The Heart Of Wales Line runs between Llanelli in West Wales and Craven Arms in England.

  • It is around 150 miles long.
  • Trains take a few minutes over four hours between Swansea and Shrewsbury stations.

It is one of those rail lines, that could be a serious tourism asset.

Would Short HSTs add to the experience?

Transport for Wales -North Wales Main Line

The North Wales Main Line is another line, where iconic Short HSTs might attract passengers.

Conclusion On Routes

There are certainly several places where Short HSTs could be gainfully employed.

Could Any Other Trains Be Used?

The specification could be something like this.

  • Four or five carriages.
  • Diesel, diesel bi-mode or hydrogen bi-mode.
  • Quality interior
  • 100, 110 or 125 mph top-speed.

Trains could be either new build or a rebuilt and/or refurbished older train.

Class 802 Train

Hitachi’s Class 802 train is in service.

  • It meets the specification.
  • It can seat somewhere between 326-342 passengers.
  • It can use electrification if it exists.

It would do a good job.

Class 755 Train

Stadler’s Class 755 train will soon be in service.

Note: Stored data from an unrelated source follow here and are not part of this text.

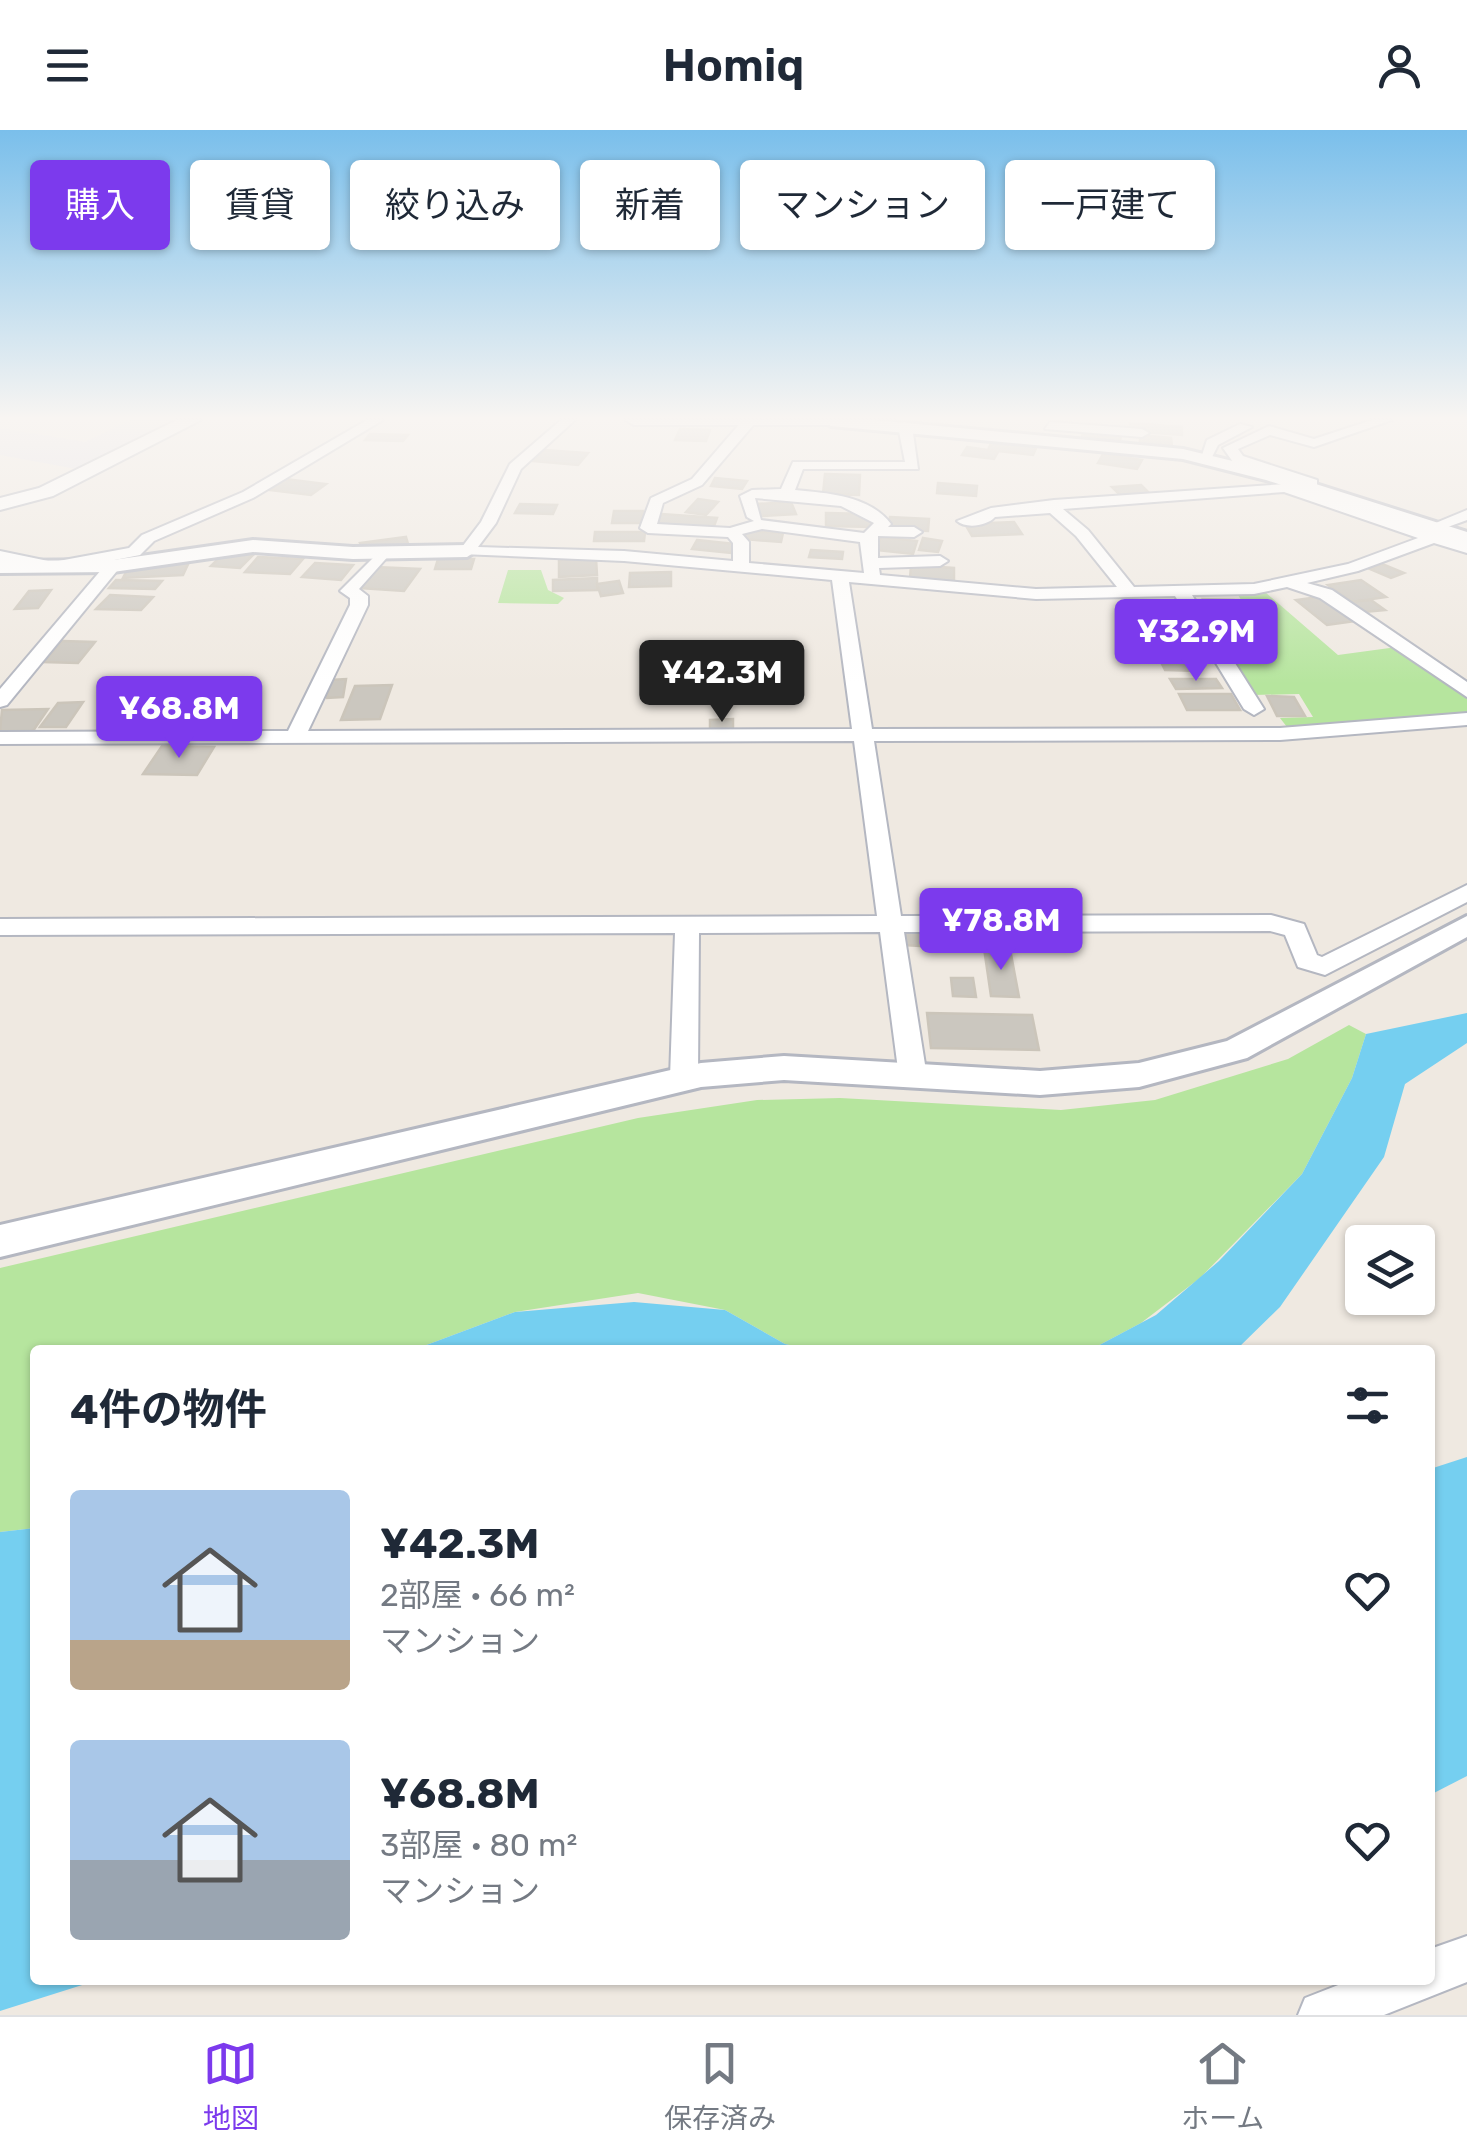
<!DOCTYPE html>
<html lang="ja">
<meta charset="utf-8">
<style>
:root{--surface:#fff;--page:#f2f2f3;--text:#1f2937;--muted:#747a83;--line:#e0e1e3;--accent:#7c3aed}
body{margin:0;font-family:Rubik,"Noto Sans JP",sans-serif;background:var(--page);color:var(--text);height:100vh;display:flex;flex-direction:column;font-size:38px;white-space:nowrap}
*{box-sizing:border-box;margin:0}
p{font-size:32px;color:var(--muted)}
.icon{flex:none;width:55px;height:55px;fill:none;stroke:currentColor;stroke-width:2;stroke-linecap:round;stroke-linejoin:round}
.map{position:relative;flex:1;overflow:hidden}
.details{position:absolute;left:30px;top:1215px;width:1405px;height:640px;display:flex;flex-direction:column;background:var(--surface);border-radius:10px;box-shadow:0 2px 8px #0004}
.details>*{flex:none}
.guide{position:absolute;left:30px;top:30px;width:1408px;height:90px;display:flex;gap:20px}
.tools{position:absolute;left:1345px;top:1095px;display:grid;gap:20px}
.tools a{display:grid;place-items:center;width:90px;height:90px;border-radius:10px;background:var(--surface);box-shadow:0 2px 8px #0004;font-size:50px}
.price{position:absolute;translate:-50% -85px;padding:0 22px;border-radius:10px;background:var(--accent);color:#fff;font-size:32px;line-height:65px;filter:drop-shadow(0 2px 5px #0008)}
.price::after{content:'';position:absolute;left:50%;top:60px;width:30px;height:22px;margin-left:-15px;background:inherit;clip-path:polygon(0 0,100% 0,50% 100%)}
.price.on{background:#222;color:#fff}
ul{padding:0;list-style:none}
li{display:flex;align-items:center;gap:30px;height:250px;padding:0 40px}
li span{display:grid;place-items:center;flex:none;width:280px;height:200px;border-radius:10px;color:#555}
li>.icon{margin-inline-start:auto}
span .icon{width:120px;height:120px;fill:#fffc;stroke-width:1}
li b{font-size:42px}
h2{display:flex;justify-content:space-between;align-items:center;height:120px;padding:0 40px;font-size:42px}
.chip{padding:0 35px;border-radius:10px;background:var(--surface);box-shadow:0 2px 8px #0004;font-size:35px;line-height:90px}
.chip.on{background:var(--accent);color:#fff}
header{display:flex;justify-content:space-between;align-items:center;height:130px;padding:0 40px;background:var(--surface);font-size:45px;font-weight:600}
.tabs{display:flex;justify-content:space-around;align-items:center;height:140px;border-top:2px solid var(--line);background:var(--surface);font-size:28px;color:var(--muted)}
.tabs a{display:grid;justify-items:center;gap:5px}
.tabs .on{color:var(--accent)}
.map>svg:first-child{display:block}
.industrial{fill:#e3e1e8}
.green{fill:#b6e59e}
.water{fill:#75cff0}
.building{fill:#cbc7bf;stroke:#cbc5ba;stroke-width:2.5}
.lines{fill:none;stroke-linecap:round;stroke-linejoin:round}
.minor-casing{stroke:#b4b7c1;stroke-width:4}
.tertiary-casing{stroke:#b4b7c1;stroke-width:6}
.secondary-casing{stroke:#b4b7c1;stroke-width:4}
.minor{fill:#fff;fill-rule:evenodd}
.tertiary{fill:#fff;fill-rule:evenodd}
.secondary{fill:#fff;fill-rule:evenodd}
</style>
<header><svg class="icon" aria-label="menu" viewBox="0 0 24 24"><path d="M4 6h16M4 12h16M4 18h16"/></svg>Homiq<svg class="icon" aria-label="person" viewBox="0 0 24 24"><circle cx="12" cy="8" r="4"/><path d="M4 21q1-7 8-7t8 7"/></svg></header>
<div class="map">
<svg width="1467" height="1885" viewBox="0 0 1467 1885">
<rect width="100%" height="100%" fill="#efe9e1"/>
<polygon class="industrial" points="131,290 185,290 82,340 0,325 0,298 85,312"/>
<g class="green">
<polygon points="508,440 541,440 548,460 564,468 558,474 498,473"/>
<polygon points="1265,462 1338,525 1397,517 1467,565 1467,585 1287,597 1280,588 1313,587 1299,564 1253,565 1223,516 1270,515 1238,465"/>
<polygon points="1349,895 1366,904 1352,948 1302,1044 1200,1148 1141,1193 1090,1220 812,1220 785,1214 725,1180 638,1163 515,1182 413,1220 35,1220 35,1398 0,1402 0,1138 638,988 757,970 840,968 1061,980 1155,970 1288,929"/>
</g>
<g class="water">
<polygon points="1467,883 1467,913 1405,954 1384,1027 1280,1177 1236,1220 1090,1220 1156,1185 1219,1131 1302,1044 1352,948 1366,904"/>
<polygon points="634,1172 725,1180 785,1214 811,1220 413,1220 515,1182"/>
<polygon points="1467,1327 1467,1646 1430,1665 1430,1339"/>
<polygon points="35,1398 35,1850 98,1850 0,1881 0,1402"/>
</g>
<g class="building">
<polygon points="1130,293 1182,297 1182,305 1130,301"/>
<polygon points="680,299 710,300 706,311 675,310"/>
<polygon points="1083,301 1121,304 1120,312 1082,308"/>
<polygon points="370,304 408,305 403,311 365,310"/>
<polygon points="1140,305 1171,308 1172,317 1140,314"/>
<polygon points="992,311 1037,316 1033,325 988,320"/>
<polygon points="967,317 988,320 998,322 994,329 962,325"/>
<polygon points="544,320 588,323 578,335 533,331"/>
<polygon points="1103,324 1142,330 1137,339 1098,333"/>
<polygon points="825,344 860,345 859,365 823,364"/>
<polygon points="715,348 747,351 742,359 711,356"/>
<polygon points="285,349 326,354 311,365 269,360"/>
<polygon points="938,353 977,356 976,366 937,363"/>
<polygon points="1141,355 1150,364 1121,366 1112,357"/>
<polygon points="698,369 718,372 706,385 686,382"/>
<polygon points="791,372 796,384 760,386 756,374"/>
<polygon points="520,374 557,375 553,384 515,383"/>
<polygon points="614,381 643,381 641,393 612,393"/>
<polygon points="826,383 872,384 873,397 826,396"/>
<polygon points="661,384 717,388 713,399 656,395"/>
<polygon points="890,387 929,389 928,401 888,399"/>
<polygon points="1014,392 1022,404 972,406 965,394"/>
<polygon points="746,401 783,403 781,412 743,409"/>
<polygon points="595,402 645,402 644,411 594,411"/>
<polygon points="406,407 408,414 363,420 360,413"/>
<polygon points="881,407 917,411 913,424 876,420"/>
<polygon points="923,408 942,411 938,422 919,420"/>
<polygon points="697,410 736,414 731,423 692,419"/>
<polygon points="811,420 843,422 842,429 809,427"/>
<polygon points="225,422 254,424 240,438 211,436"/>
<polygon points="258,427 303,429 290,444 245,442"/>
<polygon points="596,428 597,445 559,447 559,430"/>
<polygon points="438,429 474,429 471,439 435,439"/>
<polygon points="190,430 183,445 123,448 131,433"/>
<polygon points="315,433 353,435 341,450 302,447"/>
<polygon points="1382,434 1404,443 1391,448 1370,439"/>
<polygon points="911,435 954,438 954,451 910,449"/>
<polygon points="375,437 420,439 404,461 358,458"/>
<polygon points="671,442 671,456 629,457 630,443"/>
<polygon points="597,448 597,460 553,461 553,450"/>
<polygon points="116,450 162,451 155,459 109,458"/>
<polygon points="1361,450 1386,467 1352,472 1328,455"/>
<polygon points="619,451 623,463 601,466 597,454"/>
<polygon points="51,460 38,478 15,479 29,461"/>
<polygon points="110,465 153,467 141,480 96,479"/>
<polygon points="1325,466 1356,491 1327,495 1296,470"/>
<polygon points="1203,469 1234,470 1242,483 1210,482"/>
<polygon points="1371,470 1385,480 1364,482 1350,472"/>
<polygon points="1162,471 1170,483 1137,483 1130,472"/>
<polygon points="1137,486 1171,486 1177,498 1143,498"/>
<polygon points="1146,500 1170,500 1175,512 1151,511"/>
<polygon points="62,511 95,512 78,533 44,532"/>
<polygon points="1155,515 1197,516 1204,531 1161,530"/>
<polygon points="1161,532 1195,532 1199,541 1165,540"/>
<polygon points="346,549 343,567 327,568 330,550"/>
<polygon points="736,549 738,570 707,571 706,550"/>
<polygon points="1170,549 1216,549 1222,558 1176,559"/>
<polygon points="392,555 380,589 341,590 355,556"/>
<polygon points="1179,564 1231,564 1240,580 1187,580"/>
<polygon points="1267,566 1294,567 1305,586 1277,586"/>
<polygon points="83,572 66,597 40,597 58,573"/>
<polygon points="48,579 33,601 0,601 2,580"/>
<polygon points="733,589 733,600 710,600 710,590"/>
<polygon points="162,616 214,617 197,645 143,644"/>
<polygon points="904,802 937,804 937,817 904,815"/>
<polygon points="984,818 1010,819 1019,867 991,866"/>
<polygon points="951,848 973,848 976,867 953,866"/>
<polygon points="927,883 1032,885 1039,920 931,918"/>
</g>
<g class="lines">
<defs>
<g id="minor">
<polygon points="367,290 383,290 253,368 154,411 140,425 53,442 0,431 0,421 53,432 129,418 142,405 243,362"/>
<path d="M561,290H575L521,339L496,393L478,417L624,421L733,431V413L728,407L648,403L640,398L651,368L692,349L743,290L755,293L702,355L663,373L657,394L730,398L754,391L747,387L740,366L752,360L781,359L793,332H905L898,296L905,292L912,296L918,339H803L795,360C828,363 870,366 891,394L888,397H914L922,402L914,407L878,406V428L940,426L948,431L940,436L879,438L880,445L1036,459L1117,457L1076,406L1050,383L995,387C987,396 966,399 957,391L991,378L1054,370L1285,354L1467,413V423L1434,413L1358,441L1307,453L1332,460L1467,552V567L1320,468L1287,457L1254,464L1192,465L1264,579L1254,585L1244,579L1175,466L1036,469L849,452L872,599L1280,598L1467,583V595L1280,610L874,611L901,786L1271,785L1304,794L1317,825L1322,827L1467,755V772L1325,845L1298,837L1285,805L1270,801L904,802L927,947L913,957L899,947L880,802L699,803L698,948L684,958L670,948L675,803L0,805V789L877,786L854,611L0,614V602L288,601L350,475V468L340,461L383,418L391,423L359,459L368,466V475L308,601L852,599L832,450L624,431L461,424L459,421L481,392L510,334ZM1284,362L1418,408L1348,434L1254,454L1134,457L1088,400L1063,379ZM755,368L841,376L874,393L864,403L761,390ZM762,399L860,412L864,443L749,433V412L742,404Z"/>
<polygon points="1372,290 1392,290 1314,317 1270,305 1238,319 1243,326 1317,350 1317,356 1312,357 1233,332 1223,318 1269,296 1314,309"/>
<polygon points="1050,292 1142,299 1149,303 1142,307 1045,299"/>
<polygon points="1240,294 1252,297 1218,315 1210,331 1200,331 1207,310"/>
<polygon points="1467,380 1467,390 1434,402 1426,397"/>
<polygon points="107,433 121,436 7,575 0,577 0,559"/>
<polygon points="1467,1806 1467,1852 1384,1885 1298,1885 1305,1868 1351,1850 1430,1850 1430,1819"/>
</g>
<g id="tertiary">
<polygon points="824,290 874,290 1183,319 1278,342 1467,402 1467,414 1266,350 1183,329 831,296"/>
<polygon points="253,410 353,417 467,415 476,421 467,427 353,429 253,422 113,442 0,443 0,431 113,430"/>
<polygon points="1467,786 1467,807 1247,928 1139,957 1040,965 784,950 701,957 0,1127 0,1095 701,933 784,926 1040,941 1139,933 1227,911"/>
</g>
<g id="secondary">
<polygon points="177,290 201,290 53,366 0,380 0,368 39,358"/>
<polygon points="625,290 841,290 832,295 634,295"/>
</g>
</defs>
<use href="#minor" class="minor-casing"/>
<use href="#tertiary" class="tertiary-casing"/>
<use href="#secondary" class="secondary-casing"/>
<use href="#minor" class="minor"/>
<use href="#tertiary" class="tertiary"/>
<use href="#secondary" class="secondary"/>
</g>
<linearGradient id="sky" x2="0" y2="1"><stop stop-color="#7abfeb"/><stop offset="0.52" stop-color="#f8f5f2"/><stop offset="1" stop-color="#f8f5f2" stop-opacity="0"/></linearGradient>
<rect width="1467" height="554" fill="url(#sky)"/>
</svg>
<div class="tools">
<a><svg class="icon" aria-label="layers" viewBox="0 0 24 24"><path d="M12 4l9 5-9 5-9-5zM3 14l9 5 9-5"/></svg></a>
</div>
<b class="price" style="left:1196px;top:554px">¥32.9M</b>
<b class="price on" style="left:722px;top:595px">¥42.3M</b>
<b class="price" style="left:179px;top:631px">¥68.8M</b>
<b class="price" style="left:1001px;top:843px">¥78.8M</b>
<div class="guide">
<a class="chip on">購入</a>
<a class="chip">賃貸</a>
<a class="chip">絞り込み</a>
<a class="chip">新着</a>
<a class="chip">マンション</a>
<a class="chip">一戸建て</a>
</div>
<section class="details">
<h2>4件の物件<svg class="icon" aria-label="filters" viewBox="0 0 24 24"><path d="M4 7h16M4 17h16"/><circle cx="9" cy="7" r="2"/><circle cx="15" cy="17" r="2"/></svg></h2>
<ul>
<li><span style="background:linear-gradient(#a9c7e8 75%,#b9a48a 0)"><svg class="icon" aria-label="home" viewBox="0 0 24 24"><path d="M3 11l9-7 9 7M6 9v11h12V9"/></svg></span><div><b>¥42.3M</b><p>2部屋 · 66 m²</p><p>マンション</p></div><svg class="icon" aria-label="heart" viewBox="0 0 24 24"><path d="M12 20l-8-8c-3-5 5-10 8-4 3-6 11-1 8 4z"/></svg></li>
<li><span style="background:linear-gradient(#a9c7e8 60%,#9aa5b1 0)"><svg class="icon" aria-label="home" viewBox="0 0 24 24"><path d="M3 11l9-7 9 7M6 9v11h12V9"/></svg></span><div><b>¥68.8M</b><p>3部屋 · 80 m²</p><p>マンション</p></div><svg class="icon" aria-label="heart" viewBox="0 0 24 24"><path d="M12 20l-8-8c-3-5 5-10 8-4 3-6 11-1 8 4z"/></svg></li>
</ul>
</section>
</div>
<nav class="tabs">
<a class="on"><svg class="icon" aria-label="map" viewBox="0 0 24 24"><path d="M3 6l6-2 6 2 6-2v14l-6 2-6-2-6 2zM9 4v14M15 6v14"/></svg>地図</a>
<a><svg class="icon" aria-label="saved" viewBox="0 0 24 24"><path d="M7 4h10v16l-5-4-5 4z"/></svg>保存済み</a>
<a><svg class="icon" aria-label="home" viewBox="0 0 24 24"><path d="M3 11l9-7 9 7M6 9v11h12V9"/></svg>ホーム</a>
</nav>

  • It meets the specification.
  • It is only a 100 mph train, but I suspect it can be uprated to 125 mph, as the electric version can handle this speed.
  • A four-car train  can seat 227 passengers.
  • It can use electrification if it exists.

It should do a good job.

Could HSTs Have Any Parcel Or Freight Applications?

This is always being suggested, but anything concerning freight or parcels must have the following characteristics.

  • They must be reliable.
  • They must be able to stick to a timetable.
  • They must have a hard-wearing interior, as they will have a hard life.
  • The small single doors would need to be replaced.
  • They must be able to accept standard freight pallets.
  • They must be quick and easy to load.

My biggest worry would be over the last two points. Would the trains just need three much modification to make them suitable for freight and parcels.

Could HSTs Have Heritage Applications?

Already a rake of Mark 3 coaches is going to be used with the  60163 steam locomotive.

But could HSTs in their own right find use in the heritage sector?

I think, that there could be space in the market for a few HSTs, which may have the sort of appeal to the younger generation, that steam trains had to my generation.

After all, I’ve had some of the best meals in my life in an HST.

Conclusion

They may be applications, but each will only use small numbers of trains.

So I’m afraid that some of these trains will go to scrap.

But then no-one can say, that they haven’t done well!